The anthology features the work of award winning poets and writers from Australia, Canada, the UK, and the US—including Angelique Jamail, Marie Marshall, Christa Forster and Sandra Danby, and renowned professionals including Dr. Carla Pascoe, Professor Alison Bartlett, and Heather Sadiechild Harris.



Discussion Questions
1. Birth
Pregnancy and the birth of a baby change a woman’s world fundamentally. There is no going back. The experience itself is an integral part of the becoming a parent.

1a. Was your birth experience what you expected? Explain.

1b. What did your experience with pregnancy and birth tell you about the mother you are becoming?

1c. How has your infant surprised you? What personality traits is she or he already manifesting?

2. Life lessons on being a mother
Once you find your bearing, motherhood evolves into not only a physical redesign of your world, but a mental and psychological one, with assumptions, world views and expectations about life being continuously reshaped.

2a. How has having a child changed your life? Discuss it through all lenses—gain and loss.

2b. What family rituals have you established as part of the parenting role? Do rules and rituals matter and why?

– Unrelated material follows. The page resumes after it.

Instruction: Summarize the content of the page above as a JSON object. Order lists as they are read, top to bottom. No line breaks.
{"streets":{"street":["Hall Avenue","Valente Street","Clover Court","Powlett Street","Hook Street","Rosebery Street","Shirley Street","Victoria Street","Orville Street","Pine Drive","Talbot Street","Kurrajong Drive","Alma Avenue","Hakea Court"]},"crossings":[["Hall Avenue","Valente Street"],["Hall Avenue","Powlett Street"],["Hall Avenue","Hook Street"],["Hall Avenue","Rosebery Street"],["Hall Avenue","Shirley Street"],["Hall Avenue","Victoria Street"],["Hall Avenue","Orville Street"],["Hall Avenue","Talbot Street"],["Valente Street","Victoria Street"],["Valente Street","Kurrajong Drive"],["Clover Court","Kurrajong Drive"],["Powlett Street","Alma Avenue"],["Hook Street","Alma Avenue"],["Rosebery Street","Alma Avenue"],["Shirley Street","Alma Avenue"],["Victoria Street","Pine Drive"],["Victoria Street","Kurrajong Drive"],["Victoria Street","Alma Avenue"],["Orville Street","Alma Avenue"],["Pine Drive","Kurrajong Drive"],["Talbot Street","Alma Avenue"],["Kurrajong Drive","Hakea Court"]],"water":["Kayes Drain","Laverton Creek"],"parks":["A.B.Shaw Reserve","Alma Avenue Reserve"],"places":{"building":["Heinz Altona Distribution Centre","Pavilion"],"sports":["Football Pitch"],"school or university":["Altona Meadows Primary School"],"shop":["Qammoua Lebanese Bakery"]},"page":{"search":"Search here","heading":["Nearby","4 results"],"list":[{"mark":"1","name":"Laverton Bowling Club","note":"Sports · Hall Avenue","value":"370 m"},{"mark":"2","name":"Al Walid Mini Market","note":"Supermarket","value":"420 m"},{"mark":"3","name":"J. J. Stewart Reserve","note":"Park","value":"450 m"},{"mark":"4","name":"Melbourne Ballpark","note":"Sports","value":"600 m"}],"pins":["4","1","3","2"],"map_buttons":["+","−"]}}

2c. How does parenting differ between mother and father, and what impact does that have on family dynamics?

2d. How do you balance work, motherhood and other family/community obligations? What toll does that balance take on you?

3. Identity Challenges
Having children can fundamentally alter how we see ourselves and our place in the world and how others see us. It can layer on duties and responsibilities that have to be balanced with our own, often volatile egos and sense of self.

3a. How do you feel your identity has changed since having children?

3b. How has that identify altered as your children have grown?

3c. What do we owe to our children? Is there a limit?

4. External Pressures on Mothers
Women face a lot of external pressures—from books, media, family and friends, community groups, politicians—that is always telling them how to be a mother, and by definition how not be one. Those pressures often dig deep, undermining our confidence, and overwhelming us with conflicting information.

4a. How do you think society sees motherhood?

4b. To what degree do you agree with that perception?

4c. How have these external perceptions affected your own experience?

4d. How do you feel society has put limits on your parenting and how have you dealt (or not dealt with it).

4e. How do you keep negative pressures at bay?

4f. Which influences have been positive and useful?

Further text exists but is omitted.